In 1997, the NHSDA sampled segments were allocated equally into four separate samples, one for each 3-month period during the year, so that the survey was essentially continuously in the field. A more complete description of the 1997 NHSDA sample design can be found in the 1997 National Household Survey on Drug Abuse Sample Design Report (Office of Applied Studies, SAMHSA, 1998).
Selection of Primary Sampling Units (PSUs)
The 1997 NHSDA used the same 115 PSUs that were selected for the 1996 NHSDA. These 115 PSUs were selected to represent the nation=s total eligible population, including areas of high Hispanic concentration. The PSUs were metropolitan areas, counties, groups of counties, and independent cities. The 115 PSUs comprised 43 certainty PSUs and 72 noncertainty PSUs. The 43 certainty PSUs were metropolitan areas with high Hispanic concentration that have been included in the NHSDA with certainty since 1988. The 72 noncertainty PSUs were selected with probabilities proportional to size and minimal replacement to represent the balance of the nation outside the 43 certainty PSUs.
The noncertainty PSUs were selected with probabilities proportional to a composite size measure. The composite size measure was defined as the sum of racial/ethnic group dwelling counts weighted by the specified racial/ethnic sampling rates. This selection scheme allowed for targeting particular racial/ethnic subpopulation sample sizes. The use of a composite size measure ensured: (1) roughly equal sample sizes per sample subarea (the second stage unit of selection) and (2) roughly equal probabilities of selecting eligible individuals (the fifth or final-stage unit of selection) within race/ethnicity, and age group.
Selection of the Second-Stage Sample: Subareas within PSUs
About 96 percent of the subareas (i.e., area segments) selected in the 1997 NHSDA, or 1,860 out of 1,940 total selected segments, were previously used in the 1996 NHSDA. The remaining four percent were new subareas that had to be selected in 1996 because there were insufficient unused listing units in some 1996 subareas to provide the required number of sample listing units per subarea.
Both the 1996 NHSDA sample subareas and the new subareas selected in 1997 were drawn from the 1990 Census files. Within each sample PSU, subareas were defined by combining adjacent blocks to create non-overlapping area segments that contained at least 90 occupied dwellings. The area segments from each stratum of each of the PSUs were selected with probabilities proportional to a composite size measure. For each stratum, a composite size measure equaled a weighted average of the numbers of Hispanic, non-Hispanic black, and non-Hispanic non-black dwelling units with weights proportional to the desired racial/ethnic sampling rates.
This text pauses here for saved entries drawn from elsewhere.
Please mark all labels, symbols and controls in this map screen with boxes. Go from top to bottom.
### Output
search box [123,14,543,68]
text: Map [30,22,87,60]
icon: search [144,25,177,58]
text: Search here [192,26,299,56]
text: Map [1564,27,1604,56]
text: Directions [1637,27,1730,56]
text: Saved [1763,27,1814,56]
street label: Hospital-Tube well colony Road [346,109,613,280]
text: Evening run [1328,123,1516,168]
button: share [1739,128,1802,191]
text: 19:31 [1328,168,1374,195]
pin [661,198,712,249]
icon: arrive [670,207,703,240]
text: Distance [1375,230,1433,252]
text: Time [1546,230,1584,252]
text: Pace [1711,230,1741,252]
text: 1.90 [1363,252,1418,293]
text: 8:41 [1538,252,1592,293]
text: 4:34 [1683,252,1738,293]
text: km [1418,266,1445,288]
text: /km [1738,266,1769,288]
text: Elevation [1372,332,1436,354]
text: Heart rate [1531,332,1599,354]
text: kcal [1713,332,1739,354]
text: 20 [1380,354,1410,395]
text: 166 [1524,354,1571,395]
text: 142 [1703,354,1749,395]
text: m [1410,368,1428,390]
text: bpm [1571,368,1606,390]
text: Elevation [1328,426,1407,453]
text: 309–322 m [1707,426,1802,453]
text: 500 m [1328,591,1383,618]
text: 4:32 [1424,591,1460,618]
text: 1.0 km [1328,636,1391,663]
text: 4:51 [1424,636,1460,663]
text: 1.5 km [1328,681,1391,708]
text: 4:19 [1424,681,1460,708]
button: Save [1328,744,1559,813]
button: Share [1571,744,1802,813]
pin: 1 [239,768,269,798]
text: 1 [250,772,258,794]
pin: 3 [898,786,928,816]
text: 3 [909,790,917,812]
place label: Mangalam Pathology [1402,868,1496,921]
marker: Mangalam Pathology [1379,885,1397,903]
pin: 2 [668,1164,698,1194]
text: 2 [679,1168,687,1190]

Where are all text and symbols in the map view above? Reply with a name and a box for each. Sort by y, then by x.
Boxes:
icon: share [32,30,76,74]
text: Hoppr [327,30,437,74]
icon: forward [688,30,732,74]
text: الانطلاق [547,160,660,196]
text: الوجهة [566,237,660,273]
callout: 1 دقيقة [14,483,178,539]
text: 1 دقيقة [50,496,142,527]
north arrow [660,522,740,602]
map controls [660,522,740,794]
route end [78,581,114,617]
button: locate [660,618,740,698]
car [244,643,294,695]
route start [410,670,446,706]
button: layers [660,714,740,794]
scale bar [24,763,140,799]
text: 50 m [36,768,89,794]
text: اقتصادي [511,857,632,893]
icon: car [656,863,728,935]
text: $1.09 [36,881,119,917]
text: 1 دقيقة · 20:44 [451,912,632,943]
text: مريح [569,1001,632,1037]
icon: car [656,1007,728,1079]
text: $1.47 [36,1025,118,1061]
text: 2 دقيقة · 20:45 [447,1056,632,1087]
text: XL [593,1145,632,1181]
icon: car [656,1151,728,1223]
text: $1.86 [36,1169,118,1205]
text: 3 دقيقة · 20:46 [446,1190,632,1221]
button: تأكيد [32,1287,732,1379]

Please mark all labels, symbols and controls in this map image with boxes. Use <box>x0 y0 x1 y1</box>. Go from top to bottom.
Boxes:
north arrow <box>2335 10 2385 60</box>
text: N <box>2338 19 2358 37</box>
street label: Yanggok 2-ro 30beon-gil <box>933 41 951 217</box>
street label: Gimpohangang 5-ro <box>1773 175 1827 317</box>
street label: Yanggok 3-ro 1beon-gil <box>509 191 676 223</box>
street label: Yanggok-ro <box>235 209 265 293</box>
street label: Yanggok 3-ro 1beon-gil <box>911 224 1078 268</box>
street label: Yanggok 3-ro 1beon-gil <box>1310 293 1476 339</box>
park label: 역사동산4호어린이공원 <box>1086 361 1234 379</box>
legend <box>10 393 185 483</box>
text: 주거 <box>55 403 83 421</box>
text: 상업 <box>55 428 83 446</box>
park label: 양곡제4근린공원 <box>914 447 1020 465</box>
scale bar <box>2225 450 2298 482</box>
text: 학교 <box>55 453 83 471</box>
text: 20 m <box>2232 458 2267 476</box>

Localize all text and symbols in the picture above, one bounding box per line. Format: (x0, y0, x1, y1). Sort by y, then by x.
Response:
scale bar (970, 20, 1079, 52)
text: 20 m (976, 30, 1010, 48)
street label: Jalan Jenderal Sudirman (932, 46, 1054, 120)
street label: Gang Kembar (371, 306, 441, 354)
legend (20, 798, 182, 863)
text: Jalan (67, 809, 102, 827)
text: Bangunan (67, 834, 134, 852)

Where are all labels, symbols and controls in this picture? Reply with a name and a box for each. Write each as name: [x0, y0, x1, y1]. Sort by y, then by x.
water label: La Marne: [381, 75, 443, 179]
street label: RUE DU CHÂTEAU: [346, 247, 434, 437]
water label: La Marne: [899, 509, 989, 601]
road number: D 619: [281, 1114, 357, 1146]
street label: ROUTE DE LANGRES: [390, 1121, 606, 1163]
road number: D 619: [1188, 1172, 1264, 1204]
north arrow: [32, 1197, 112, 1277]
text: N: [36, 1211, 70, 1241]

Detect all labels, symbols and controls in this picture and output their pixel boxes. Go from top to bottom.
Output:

Selection of the Third-Stage Sample: Listing Units within Subareas
Projections indicated that screenings had to be completed for approximately 50,000 dwelling units in order to identify sufficient dwelling units to yield Hispanic, non-Hispanic black, and age domain samples of the desired size. Assuming an average 93 percent screening completion rate and a projected average 85 percent listing unit eligibility rate, approximately 63,000 listings had to be selected. A listing unit was ineligible for the study if it was: (a) vacant; (b) a vacation, second, or temporary home; (c) not a dwelling unit; (d) a military facility whose occupants were only military personnel; or (e) an institutional housing facility. A sample of 67,049 dwelling units was selected; of these, 56,912 were to determined to be eligible sample units.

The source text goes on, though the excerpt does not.